En examinant de plus près le projet de la majorité de la commission on est frappé par l’énorme perte de temps et d’argent provoqué par cette machinerie bureaucratique. Il est irritant de voir précisément le parti libéral-radical préparer le terrain aux mesures de contrainte syndicales et de plaider en faveur d’une régulation massive du marché du travail. Les propositions du PLR et de l’administration imposent à l’économie en général et aux arts et métiers en particulier une hausse massive des coûts et des charges bureaucratiques.

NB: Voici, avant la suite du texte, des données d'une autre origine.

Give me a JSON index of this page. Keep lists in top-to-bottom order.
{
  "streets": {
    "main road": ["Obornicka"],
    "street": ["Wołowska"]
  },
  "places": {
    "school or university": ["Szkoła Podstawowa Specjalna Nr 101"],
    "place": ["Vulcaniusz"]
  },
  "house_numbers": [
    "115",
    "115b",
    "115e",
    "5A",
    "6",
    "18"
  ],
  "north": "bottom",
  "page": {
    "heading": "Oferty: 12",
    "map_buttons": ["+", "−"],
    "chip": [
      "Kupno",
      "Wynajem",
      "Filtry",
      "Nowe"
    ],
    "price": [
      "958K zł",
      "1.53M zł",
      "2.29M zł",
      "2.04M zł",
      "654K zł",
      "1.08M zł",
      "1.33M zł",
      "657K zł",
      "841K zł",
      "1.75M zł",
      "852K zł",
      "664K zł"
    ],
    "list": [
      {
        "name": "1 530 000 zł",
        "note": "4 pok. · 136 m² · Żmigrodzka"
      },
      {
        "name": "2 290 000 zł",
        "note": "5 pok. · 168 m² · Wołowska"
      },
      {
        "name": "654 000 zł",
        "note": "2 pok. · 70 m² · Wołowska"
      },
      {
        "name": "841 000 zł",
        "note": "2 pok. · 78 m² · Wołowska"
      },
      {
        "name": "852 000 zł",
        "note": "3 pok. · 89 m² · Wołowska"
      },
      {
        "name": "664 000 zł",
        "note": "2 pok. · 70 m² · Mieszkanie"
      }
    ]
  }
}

A l’avenir les offices de placement régionaux (ORP) enverront donc aux employeurs des "dossiers adéquats" de personnes au chômage. L’employeur doit ensuite convoquer à un entretien d’embauche les "candidats adéquats". Le PLR n’a toujours pas répondu aux questions de savoir si les entreprises sont obligées de mener ces entretiens et qui décide du nombre de dossiers et de l’aptitude des candidats. La formulation des dispositions légales est négligée. Cela dit, les réponses à ces questions ne sont pas vraiment nécessaires, car ces procédures n’ont de toute manière pas de conséquences concrètes: l’employeur peut renvoyer les dossiers et l’affaire est liquidée pour lui.

La disposition concernant l’exemption de l’obligation d’annoncer les places vacantes est un bel exemple de la formulation irréfléchie de cette révision: lorsqu’un emploi est occupé par un travailleur résidant qui est annoncé à l’ORP, la place vacante – qui n’est en fait plus vacante! – ne doit plus être annoncée à l’ORP. Si l’employeur porte son choix sur un travailleur résidant qui ne s’est pas annoncé à l’ORP, la place vacante – qui a été entre-temps occupée! – doit être annoncée à l’ORP. Motivation de cette différence: le critère de l’annonce à l’ORP ne pose aucun problème, alors que le critère "travailleur résidant" peut être interprété comme une violation de l’ALCP. Inutile de commenter cette sottise.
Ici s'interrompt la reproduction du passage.